--- TASK INSTRUCTIONS ---
Starting at the first line of the material below and stopping after the line that includes "position:relative; flex:1; overflow:hidden", write the lines out again exactly. Drop any pictures.

*** RECORDS SUPPLIED

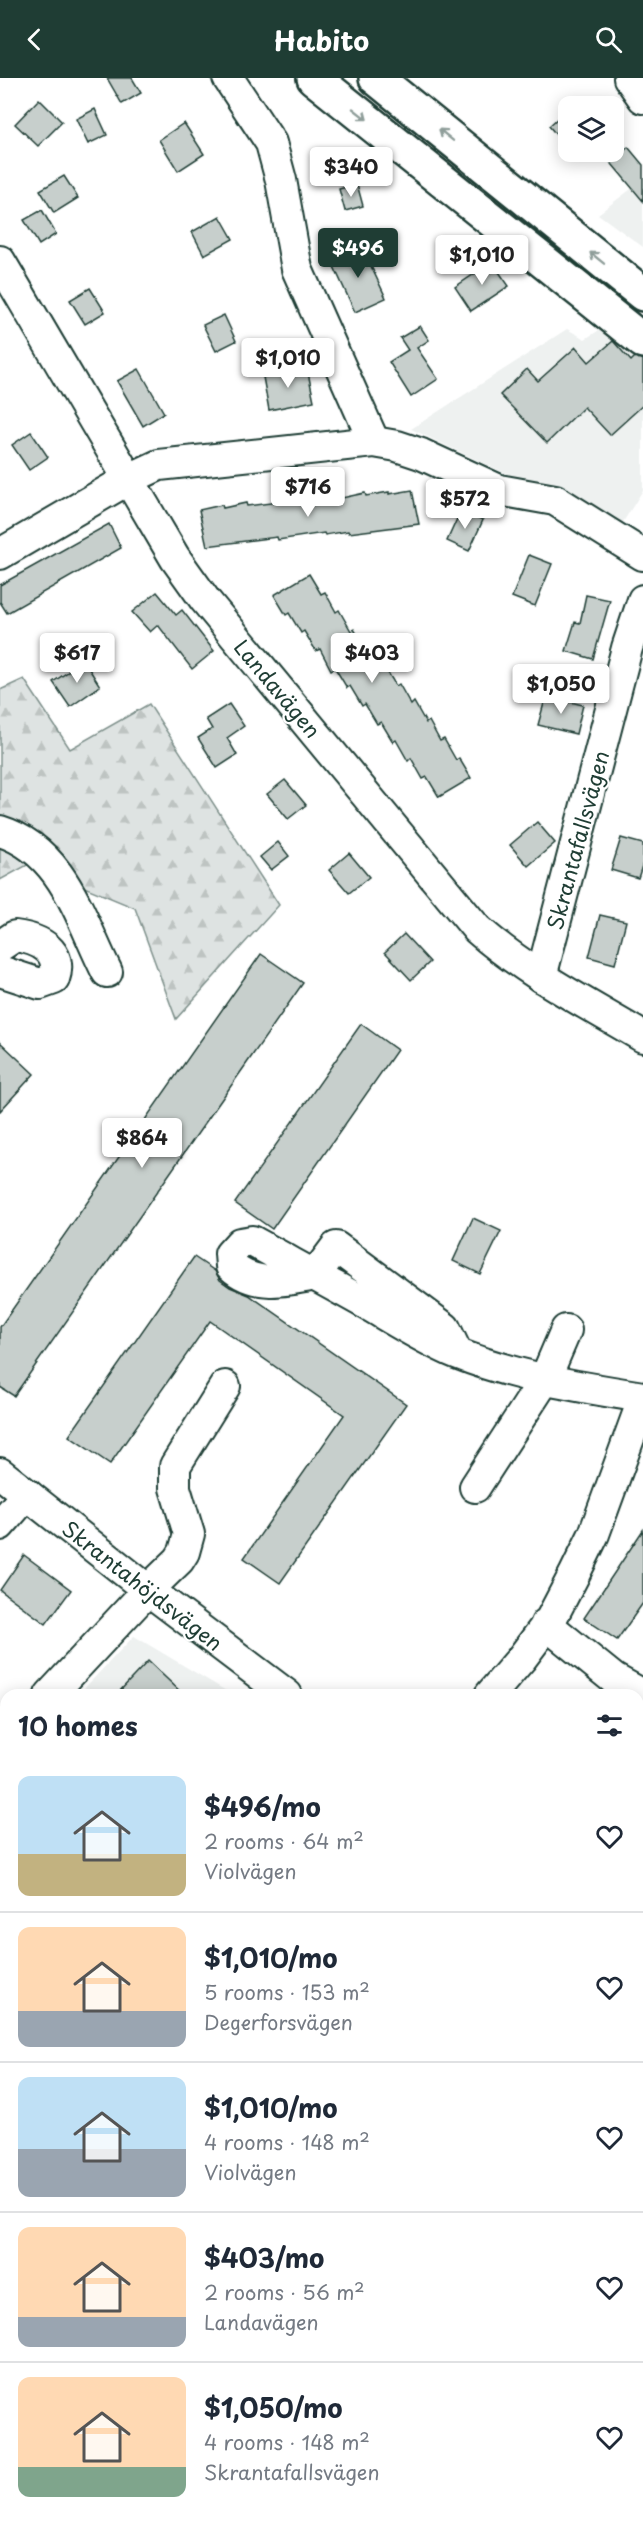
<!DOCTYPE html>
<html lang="en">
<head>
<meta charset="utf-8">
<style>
	body { margin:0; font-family:"Playpen Sans",sans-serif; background:#f2f2f3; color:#1f2937; height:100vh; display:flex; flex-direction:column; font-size:22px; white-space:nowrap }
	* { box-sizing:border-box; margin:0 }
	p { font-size:20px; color:#747a83 }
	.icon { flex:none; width:33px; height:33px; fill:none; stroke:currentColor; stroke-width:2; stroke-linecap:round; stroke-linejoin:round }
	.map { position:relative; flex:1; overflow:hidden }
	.sheet { position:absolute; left:0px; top:1611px; width:644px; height:834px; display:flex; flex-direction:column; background:#fff; border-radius:18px 18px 0 0; box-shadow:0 3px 15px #0003 }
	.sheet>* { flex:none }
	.controls { position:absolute; left:558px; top:18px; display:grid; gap:12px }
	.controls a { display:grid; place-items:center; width:66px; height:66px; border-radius:12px; background:#fff; box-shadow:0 3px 15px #0003; font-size:30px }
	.price { position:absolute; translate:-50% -51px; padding:0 14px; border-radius:6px; background:#fff; color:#222; font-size:20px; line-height:39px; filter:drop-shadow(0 2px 3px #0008) }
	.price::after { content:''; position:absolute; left:50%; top:36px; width:18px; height:14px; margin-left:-9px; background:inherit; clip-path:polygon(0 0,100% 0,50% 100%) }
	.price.current { background:#1f3d34; color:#fff }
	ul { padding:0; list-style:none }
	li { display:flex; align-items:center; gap:18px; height:150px; padding:0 18px }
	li+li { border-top:2px solid #e0e1e3 }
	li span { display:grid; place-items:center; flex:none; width:168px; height:120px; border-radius:12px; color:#555 }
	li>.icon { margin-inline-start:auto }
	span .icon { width:72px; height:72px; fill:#fffc; stroke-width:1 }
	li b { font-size:26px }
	h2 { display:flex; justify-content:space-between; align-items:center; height:72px; padding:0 18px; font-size:26px }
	header { display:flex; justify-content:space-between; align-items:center; height:78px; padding:0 18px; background:#1f3d34; color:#fff; font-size:27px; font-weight:700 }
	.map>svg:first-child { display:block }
	.built { fill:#eef1f0 }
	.forest { fill:url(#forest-firs); stroke:#7e908b; stroke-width:1.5 }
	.building { fill:#c7cfcc; stroke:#1f3d34; stroke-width:1.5 }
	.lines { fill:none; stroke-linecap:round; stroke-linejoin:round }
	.minor-casing { stroke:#1f3d34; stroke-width:34 }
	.major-casing { stroke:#1f3d34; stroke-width:38 }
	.minor { stroke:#fff; stroke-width:30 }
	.major { stroke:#fff; stroke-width:33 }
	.oneway { stroke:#8f9e9a }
	.labels { text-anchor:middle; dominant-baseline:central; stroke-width:4.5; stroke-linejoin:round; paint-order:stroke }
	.street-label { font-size:21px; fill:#1f3d34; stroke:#fff }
</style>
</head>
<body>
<header><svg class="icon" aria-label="back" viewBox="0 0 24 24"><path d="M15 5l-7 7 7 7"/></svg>Habito<svg class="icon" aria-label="search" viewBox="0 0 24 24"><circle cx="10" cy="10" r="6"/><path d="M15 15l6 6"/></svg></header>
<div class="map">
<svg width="643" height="2445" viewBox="0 0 643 2445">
	<defs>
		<pattern id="forest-firs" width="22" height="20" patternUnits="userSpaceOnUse" patternTransform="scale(1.5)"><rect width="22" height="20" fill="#dee3e2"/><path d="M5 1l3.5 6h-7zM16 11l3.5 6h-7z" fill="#bec4c2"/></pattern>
	</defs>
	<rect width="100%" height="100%" fill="#fff"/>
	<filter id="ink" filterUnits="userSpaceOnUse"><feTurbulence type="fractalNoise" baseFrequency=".0167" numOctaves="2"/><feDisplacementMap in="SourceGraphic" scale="12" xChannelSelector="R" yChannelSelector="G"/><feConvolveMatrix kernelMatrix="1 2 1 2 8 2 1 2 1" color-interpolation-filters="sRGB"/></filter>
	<g filter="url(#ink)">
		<!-- built -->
		<g class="built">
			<path d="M643 102V169L598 136Z"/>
			<path d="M606 248 643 277V412L620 449 411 351 567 251 585 261Z"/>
			<path d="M134 1558 233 1617H78Z"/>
			<path d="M6 1693V1798L0 1793V1699Z"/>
		</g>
		<!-- forest -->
		<g class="forest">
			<path d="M24 601 70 671 149 626 279 827 176 941 135 830 29 786 0 802V612Z"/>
			<path d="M643 1992V2202L638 2211V1996Z"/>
			<path d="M309 2439H622L632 2445H309Z"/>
		</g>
		<!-- building -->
		<g class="building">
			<path d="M107 0H132L141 15 122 26Z"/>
			<path d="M39 21 62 44 38 68 15 46Z"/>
			<path d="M95 31 107 57 88 66 76 41Z"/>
			<path d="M568 31V71L549 48Z"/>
			<path d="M184 45 204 76 178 93 159 62Z"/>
			<path d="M628 69 643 87V123L602 74H623Z"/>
			<path d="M64 98 78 120 54 135 40 112Z"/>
			<path d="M357 106 363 128 345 133 339 111Z"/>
			<path d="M42 132 56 156 39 167 24 142Z"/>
			<path d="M220 138 233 161 204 177 192 154Z"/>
			<path d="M361 167 386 220 355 234 331 182Z"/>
			<path d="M492 184 509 208 471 233 455 209Z"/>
			<path d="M90 210 105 234 85 246 70 222Z"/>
			<path d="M224 237 236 263 216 273 203 247Z"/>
			<path d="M420 248 429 262 417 270 438 301 411 319 389 284 408 272 400 260Z"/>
			<path d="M613 263 631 283 635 279 643 281V327L610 357 584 329 547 365 500 317 527 291 538 303 576 269 589 284Z"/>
			<path d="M307 290 314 323 269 332 263 299Z"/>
			<path d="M139 291 164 335 143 348 117 303Z"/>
			<path d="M31 354 48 379 29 392 12 367Z"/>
			<path d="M412 412 419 446 349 455 348 453 325 457 324 455 278 462 277 459 207 468 199 432 222 427 223 430 246 425 247 428 318 419V422L341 418 342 420 365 415 366 418 389 414V416Z"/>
			<path d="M461 432 483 442 469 473 447 463Z"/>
			<path d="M109 446 121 470 7 535 0 524V507Z"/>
			<path d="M529 477 552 486 535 528 512 519Z"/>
			<path d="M309 496 321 516 325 514 336 534 339 532 351 553 354 551 366 571 370 569 381 590 384 588 396 608 399 606 411 627 414 624 426 645 429 643 440 663 444 661 456 682 459 680 471 700 439 719 427 699 423 701 411 680 408 683 396 662 393 664 381 644 377 646 365 626 362 628 350 608 347 610 335 590 331 592 320 571 316 573 304 553 301 555 289 535 286 537 274 517Z"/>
			<path d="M157 514 176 537 182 532 214 573 192 591 158 547 150 554 132 534Z"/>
			<path d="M586 517 610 522 593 581 566 573 575 544 580 545Z"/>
			<path d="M84 583 100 608 70 629 53 604Z"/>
			<path d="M546 618 583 627 576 656 538 647Z"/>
			<path d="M229 626 244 648 227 660 237 677 217 690 198 660 212 651 206 641Z"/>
			<path d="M285 702 306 727 288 741 267 716Z"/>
			<path d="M537 744 555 765 528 788 510 767Z"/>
			<path d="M621 760 643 766V785L638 800 611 792Z"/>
			<path d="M278 764 289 778 271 792 260 779Z"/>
			<path d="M349 775 369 799 349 815 329 792Z"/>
			<path d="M600 837 626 843 615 886 589 879Z"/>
			<path d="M404 856 430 884 411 902 385 874Z"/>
			<path d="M261 876 303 905 14 1318 0 1309V1249Z"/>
			<path d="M361 946 397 972 272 1151 235 1125Z"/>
			<path d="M0 964 34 996 0 1033Z"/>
			<path d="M473 1140 501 1153 480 1196 453 1183Z"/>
			<path d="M194 1179 215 1193 220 1202 230 1209 249 1217 406 1326 280 1505 244 1480 344 1337 210 1243 110 1386 69 1358Z"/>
			<path d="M643 1452V1525L617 1562 584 1540Z"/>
			<path d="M24 1477 71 1512 46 1546 0 1512Z"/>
			<path d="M148 1583 184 1617H116Z"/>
		</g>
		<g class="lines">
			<!-- minor casing -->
			<g class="minor-casing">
				<g id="minor">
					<path d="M228 0 271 65 281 102 297 191 374 364"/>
					<path d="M629 0 643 20"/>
					<path d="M0 183 175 480 205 522 477 851C527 895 586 925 643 959"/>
					<path d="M0 476 127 402 159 387 374 364 397 368 421 376 499 412 555 422 643 477"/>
					<path d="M0 753C64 773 80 841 107 894"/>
					<path d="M0 868 15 858C39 861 64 873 54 901L40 906 0 893"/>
					<path d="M541 899 627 570 643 522"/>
					<path d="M457 1275 445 1250 336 1169 315 1197C286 1203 255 1210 231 1188L230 1176 240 1165 252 1163C290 1184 329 1205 368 1227 397 1244 425 1262 456 1275 516 1299 580 1309 643 1319"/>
					<path d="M0 1395 148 1512 287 1617"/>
					<path d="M475 1409 545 1301 566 1252"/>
					<path d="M0 1447 27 1416"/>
					<path d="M546 1546 614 1601 643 1617"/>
					<path d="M50 1617 148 1512 179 1482 184 1474 189 1456 175 1410V1388L225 1308"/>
					<path d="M490 1617 521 1581 551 1541 574 1497 594 1456 643 1322"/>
					<path d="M0 1670 6 1664"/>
					<path d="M0 1696 6 1701"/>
					<path d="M0 1778 6 1783"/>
					<path d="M638 1918 643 1923"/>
					<path d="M0 1964 6 1967"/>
					<path d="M0 2152 6 2154"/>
					<path d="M0 2316 6 2317"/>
					<path d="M638 2351 643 2355"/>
					<path d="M100 2439 101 2445"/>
				</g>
			</g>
			<!-- major casing -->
			<g class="major-casing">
				<g id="major">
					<path d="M314 0 643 263"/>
					<path d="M376 0 643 216"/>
				</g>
			</g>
			<!-- minor -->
			<use href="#minor" class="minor"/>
			<!-- major -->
			<use href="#major" class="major"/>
		</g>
		<!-- one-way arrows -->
		<defs><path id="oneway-shaft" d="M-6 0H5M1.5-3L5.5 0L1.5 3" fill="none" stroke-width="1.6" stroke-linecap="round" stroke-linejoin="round" transform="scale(1.5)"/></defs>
		<g class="oneway">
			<use href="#oneway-shaft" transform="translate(360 36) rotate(38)"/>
			<use href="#oneway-shaft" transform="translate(446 57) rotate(-141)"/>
			<use href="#oneway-shaft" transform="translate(597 180) rotate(-141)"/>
		</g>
	</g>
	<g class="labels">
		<!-- street labels -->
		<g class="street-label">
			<text transform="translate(278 610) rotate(50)">Landavägen</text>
			<text transform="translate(577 762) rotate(-75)">Skrantafallsvägen</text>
			<text transform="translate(143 1507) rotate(38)">Skrantahöjdsvägen</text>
		</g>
	</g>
</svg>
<div class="controls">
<a><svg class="icon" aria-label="layers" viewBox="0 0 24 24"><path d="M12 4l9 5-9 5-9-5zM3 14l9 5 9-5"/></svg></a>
</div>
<b class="price" style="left:351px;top:120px">$340</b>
<b class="price current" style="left:358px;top:201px">$496</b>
<b class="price" style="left:482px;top:208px">$1,010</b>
<b class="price" style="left:288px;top:311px">$1,010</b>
<b class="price" style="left:308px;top:440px">$716</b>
<b class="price" style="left:465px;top:452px">$572</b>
<b class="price" style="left:77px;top:606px">$617</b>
<b class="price" style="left:372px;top:606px">$403</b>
<b class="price" style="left:561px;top:637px">$1,050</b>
<b class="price" style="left:142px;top:1091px">$864</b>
<section class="sheet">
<h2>10 homes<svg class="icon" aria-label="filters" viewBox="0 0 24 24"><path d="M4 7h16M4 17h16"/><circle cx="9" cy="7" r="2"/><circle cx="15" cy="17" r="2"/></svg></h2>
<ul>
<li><span style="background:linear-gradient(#bfe0f5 65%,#c2b280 0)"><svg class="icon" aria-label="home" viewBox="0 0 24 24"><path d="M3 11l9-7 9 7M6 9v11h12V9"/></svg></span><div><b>$496/mo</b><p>2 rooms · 64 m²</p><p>Violvägen</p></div><svg class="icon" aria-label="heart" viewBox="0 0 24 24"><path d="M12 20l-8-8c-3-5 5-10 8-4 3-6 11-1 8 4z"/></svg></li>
<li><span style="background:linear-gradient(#ffd9b3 70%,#9aa5b1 0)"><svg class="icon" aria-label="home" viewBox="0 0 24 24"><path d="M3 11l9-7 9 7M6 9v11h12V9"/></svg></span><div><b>$1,010/mo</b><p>5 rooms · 153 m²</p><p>Degerforsvägen</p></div><svg class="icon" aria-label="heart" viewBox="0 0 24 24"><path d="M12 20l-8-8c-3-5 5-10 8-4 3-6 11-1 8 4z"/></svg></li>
<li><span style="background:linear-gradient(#bfe0f5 60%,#9aa5b1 0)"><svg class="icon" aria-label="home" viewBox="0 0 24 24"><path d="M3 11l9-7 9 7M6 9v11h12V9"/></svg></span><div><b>$1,010/mo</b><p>4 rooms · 148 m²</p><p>Violvägen</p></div><svg class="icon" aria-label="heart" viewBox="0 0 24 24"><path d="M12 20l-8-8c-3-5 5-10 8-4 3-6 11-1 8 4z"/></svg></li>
<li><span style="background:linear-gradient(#ffd9b3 75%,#9aa5b1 0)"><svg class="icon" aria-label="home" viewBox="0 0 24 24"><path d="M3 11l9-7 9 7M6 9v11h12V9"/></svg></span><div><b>$403/mo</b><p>2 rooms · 56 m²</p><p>Landavägen</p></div><svg class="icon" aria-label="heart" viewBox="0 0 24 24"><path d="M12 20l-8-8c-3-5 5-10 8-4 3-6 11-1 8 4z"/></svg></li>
<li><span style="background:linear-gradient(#ffd9b3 75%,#7fa58c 0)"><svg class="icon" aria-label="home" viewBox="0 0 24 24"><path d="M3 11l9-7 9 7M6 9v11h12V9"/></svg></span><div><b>$1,050/mo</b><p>4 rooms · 148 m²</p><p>Skrantafallsvägen</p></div><svg class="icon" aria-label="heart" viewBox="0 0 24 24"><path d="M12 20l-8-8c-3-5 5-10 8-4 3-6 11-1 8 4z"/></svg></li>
</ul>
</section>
</div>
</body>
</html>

******

--- SOLUTION ---
<!DOCTYPE html>
<html lang="en">
<head>
<meta charset="utf-8">
<style>
	body { margin:0; font-family:"Playpen Sans",sans-serif; background:#f2f2f3; color:#1f2937; height:100vh; display:flex; flex-direction:column; font-size:22px; white-space:nowrap }
	* { box-sizing:border-box; margin:0 }
	p { font-size:20px; color:#747a83 }
	.icon { flex:none; width:33px; height:33px; fill:none; stroke:currentColor; stroke-width:2; stroke-linecap:round; stroke-linejoin:round }
	.map { position:relative; flex:1; overflow:hidden }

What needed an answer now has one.